Happy New Year, everyone!
Can you believe this decade, the 20s, is halfway over? It’s also hard to believe that both of my kids are no longer little babies anymore. In fact, Kid 2.0 will turn 10 later this year, meaning both kids are inching closer and closer to becoming teenagers!
Geesh! Please slow down!
Compared to 2024, I didn’t travel nearly as much for business or pleasure. In early 2025, we spent three weeks in Taiwan to attend my nephew’s wedding and celebrated Chinese New Year with extended family members. It was a fun experience for both kids to experience CNY in Asia. For work, I had the opportunity to check out Mobile World Congress in Barcelona for the first time in my career. It was an eye-opening experience, since over 109,000 people attended the show. In October, we spent over five weeks in Denmark and stopped in Iceland for four nights on the way back home.

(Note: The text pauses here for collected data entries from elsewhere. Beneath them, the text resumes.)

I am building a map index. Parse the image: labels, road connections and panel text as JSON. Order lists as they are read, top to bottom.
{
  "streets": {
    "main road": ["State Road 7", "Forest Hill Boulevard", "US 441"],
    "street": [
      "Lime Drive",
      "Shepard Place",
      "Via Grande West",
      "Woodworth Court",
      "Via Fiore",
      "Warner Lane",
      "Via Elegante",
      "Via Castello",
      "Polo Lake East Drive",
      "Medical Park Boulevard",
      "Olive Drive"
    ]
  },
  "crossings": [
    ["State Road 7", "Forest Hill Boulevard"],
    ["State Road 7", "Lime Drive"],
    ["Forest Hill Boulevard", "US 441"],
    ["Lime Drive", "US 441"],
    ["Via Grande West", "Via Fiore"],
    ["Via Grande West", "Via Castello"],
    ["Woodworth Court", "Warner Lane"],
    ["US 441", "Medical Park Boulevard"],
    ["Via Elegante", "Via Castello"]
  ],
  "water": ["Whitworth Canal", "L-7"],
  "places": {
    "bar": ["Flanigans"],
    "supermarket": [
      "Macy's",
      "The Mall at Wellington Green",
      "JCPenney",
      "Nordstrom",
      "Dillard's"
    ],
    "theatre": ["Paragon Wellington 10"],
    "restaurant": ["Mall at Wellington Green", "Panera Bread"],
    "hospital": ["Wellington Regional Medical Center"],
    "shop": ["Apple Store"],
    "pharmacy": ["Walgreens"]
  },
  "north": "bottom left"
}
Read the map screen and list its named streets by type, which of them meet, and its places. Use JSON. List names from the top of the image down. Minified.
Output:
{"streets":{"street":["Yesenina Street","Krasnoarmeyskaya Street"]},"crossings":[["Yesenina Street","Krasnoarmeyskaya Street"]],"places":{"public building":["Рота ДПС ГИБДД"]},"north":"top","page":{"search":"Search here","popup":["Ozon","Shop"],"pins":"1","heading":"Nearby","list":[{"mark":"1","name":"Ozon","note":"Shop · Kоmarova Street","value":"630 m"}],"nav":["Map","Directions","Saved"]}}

In case you’re wondering, I had the opportunity to visit the following countries and cities throughout 2025.
- Taiwan: Taipei, Yilan, Taoyuan, Taichung, Kaohsiung
- Japan: Tokyo, Osaka, Nagano, Nagoa, Kobe
- Denmark – Copenhagen, Ribe
- Spain: Barcelona
- Germany: Munich, Nuremberg
- USA: San Francisco, San Jose
(Notre to Bob – seems like a fair bit of travelling to me!!)
Throughout 2025, I put a lot of focus on health, personal well-being, and personal fitness. Thanks to signing up for the local recreational annual family pass, I was able to go to gyms, attend fitness classes, and go to pools regularly to take full advantage of the annual pass. Multiple times in 2025, I went to the gym more than 15 times a month (I usually spent an hour to an hour and a half each gym session). I also joined three curling teams and spared on a few other teams, slowly improving my curling techniques and abilities. Curling is something I plan to continue doing.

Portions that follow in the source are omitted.